======== THE DATA

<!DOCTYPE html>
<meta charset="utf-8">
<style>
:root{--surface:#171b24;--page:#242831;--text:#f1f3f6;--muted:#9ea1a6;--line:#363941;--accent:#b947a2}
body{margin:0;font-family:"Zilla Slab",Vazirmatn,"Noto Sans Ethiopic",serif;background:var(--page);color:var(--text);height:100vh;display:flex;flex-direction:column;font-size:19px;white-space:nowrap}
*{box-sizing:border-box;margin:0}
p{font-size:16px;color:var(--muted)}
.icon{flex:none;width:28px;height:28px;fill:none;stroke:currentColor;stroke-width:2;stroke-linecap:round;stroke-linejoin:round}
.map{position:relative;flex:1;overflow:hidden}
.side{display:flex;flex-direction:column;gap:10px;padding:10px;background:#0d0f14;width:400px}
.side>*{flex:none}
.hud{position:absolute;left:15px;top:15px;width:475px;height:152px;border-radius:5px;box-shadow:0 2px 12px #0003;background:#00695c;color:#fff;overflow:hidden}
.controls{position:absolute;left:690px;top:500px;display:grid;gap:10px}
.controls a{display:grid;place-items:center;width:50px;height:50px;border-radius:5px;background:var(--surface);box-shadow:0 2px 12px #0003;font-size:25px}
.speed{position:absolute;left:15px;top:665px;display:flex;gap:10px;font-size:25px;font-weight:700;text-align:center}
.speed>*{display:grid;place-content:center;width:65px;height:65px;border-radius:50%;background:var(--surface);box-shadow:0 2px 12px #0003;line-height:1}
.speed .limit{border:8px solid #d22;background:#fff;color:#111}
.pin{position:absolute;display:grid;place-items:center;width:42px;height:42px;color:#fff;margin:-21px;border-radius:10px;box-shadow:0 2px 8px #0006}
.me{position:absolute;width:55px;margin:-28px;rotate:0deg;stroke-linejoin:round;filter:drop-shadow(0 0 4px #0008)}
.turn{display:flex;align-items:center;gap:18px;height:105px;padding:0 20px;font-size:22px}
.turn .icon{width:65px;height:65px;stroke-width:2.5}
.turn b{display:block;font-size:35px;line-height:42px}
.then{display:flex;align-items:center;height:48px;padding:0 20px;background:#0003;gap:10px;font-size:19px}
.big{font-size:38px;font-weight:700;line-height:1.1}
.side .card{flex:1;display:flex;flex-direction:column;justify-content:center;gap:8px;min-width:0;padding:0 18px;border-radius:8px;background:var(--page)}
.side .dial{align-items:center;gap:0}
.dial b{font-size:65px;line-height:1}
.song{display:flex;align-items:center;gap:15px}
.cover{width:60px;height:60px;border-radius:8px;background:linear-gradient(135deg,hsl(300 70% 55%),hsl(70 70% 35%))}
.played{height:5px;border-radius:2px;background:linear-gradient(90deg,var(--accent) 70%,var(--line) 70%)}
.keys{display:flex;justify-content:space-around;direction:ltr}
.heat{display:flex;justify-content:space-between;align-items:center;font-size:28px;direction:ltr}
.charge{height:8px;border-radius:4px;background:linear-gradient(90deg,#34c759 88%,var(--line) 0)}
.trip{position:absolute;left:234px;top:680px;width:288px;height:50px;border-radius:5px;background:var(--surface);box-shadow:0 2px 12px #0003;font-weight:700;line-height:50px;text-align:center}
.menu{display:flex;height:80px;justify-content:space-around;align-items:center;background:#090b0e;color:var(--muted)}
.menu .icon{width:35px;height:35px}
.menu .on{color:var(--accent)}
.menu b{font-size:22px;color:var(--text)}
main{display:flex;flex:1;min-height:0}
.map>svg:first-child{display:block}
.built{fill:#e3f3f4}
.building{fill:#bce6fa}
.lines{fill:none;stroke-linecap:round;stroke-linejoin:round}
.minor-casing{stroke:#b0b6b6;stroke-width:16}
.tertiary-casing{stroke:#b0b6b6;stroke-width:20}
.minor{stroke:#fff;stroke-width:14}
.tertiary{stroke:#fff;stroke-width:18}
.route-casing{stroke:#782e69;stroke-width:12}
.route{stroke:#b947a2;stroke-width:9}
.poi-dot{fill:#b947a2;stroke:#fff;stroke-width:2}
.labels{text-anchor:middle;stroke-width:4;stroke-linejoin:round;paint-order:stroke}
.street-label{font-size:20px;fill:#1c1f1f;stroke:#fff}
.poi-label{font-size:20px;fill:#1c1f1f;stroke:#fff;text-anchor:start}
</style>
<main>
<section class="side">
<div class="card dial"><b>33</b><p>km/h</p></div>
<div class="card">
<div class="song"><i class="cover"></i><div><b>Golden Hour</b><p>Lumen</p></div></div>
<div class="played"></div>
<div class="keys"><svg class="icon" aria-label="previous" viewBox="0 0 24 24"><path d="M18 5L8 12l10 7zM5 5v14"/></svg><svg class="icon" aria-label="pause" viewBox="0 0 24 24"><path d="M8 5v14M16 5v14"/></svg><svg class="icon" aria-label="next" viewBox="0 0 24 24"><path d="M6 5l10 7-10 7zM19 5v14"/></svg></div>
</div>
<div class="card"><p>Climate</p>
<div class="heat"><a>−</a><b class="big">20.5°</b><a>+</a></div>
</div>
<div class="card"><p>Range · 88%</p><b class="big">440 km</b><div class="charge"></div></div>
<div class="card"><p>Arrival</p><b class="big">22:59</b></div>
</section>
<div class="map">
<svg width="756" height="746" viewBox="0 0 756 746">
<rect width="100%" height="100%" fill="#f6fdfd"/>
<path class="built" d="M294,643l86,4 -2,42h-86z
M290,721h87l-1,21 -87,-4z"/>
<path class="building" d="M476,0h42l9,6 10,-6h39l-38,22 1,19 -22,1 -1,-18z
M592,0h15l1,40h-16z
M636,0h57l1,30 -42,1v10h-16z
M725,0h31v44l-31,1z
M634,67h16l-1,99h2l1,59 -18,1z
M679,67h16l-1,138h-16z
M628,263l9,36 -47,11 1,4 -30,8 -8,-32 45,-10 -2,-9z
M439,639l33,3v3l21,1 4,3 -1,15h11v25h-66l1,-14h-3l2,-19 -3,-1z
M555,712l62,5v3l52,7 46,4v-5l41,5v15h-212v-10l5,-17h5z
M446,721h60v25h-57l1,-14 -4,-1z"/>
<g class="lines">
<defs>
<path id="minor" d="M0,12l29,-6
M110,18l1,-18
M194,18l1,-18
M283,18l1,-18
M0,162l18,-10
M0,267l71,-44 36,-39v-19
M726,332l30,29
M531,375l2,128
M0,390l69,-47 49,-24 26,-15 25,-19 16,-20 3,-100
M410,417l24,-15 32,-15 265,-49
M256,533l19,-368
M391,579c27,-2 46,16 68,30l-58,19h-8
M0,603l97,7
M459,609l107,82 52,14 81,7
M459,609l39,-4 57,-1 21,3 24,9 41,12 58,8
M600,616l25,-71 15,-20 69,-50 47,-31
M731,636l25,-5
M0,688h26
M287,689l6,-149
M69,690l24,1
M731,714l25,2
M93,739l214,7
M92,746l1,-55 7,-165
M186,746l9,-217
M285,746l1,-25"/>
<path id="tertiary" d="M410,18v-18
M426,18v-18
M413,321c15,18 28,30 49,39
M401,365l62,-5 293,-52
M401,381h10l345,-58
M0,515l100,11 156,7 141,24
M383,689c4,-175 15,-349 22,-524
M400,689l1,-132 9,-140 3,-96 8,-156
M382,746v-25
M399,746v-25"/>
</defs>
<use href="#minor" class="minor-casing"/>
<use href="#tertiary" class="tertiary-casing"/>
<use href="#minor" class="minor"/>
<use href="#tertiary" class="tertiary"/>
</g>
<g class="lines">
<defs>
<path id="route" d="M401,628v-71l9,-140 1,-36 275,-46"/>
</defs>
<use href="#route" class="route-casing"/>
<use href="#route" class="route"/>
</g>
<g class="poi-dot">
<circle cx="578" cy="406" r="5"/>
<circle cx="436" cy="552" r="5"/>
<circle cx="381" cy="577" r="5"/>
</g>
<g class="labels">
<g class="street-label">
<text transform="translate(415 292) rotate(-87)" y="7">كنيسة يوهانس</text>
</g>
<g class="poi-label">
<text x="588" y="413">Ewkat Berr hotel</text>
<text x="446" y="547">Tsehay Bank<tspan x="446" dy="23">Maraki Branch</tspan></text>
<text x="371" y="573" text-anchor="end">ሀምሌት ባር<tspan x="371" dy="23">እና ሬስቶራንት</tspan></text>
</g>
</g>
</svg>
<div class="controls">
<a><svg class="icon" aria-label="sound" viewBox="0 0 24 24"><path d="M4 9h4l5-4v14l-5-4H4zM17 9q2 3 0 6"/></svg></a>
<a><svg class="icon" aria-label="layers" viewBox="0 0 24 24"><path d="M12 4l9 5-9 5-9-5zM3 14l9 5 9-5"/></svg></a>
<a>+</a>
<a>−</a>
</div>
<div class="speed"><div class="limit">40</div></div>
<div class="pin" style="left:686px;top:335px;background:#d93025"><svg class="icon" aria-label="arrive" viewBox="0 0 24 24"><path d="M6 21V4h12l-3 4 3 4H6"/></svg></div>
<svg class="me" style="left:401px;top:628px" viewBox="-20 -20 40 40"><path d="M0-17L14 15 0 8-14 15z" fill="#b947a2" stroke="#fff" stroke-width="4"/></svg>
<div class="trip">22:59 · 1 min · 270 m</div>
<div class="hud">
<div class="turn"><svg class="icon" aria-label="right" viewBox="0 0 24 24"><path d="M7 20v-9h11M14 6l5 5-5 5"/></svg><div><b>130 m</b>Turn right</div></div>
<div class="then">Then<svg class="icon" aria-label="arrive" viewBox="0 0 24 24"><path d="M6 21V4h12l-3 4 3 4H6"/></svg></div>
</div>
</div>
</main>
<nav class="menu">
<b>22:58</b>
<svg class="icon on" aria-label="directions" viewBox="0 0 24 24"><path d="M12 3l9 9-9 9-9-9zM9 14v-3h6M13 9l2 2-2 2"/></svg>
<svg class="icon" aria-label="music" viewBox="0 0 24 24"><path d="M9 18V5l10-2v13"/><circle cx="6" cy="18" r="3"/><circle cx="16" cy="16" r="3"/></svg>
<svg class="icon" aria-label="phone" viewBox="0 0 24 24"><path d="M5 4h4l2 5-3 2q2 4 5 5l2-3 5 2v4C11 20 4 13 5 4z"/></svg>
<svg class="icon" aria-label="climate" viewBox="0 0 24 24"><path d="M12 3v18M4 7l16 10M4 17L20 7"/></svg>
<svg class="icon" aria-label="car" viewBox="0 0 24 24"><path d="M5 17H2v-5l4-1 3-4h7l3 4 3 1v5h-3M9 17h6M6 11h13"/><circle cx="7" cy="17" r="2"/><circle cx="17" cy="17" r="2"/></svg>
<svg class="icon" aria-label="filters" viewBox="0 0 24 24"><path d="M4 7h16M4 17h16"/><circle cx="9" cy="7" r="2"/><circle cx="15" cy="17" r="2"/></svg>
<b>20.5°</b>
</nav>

================

ASSIGNMENT: Please copy every line of the records above in which "none" appears.

RESULT OF THE EXERCISE:
.icon{flex:none;width:28px;height:28px;fill:none;stroke:currentColor;stroke-width:2;stroke-linecap:round;stroke-linejoin:round}
.side>*{flex:none}
.lines{fill:none;stroke-linecap:round;stroke-linejoin:round}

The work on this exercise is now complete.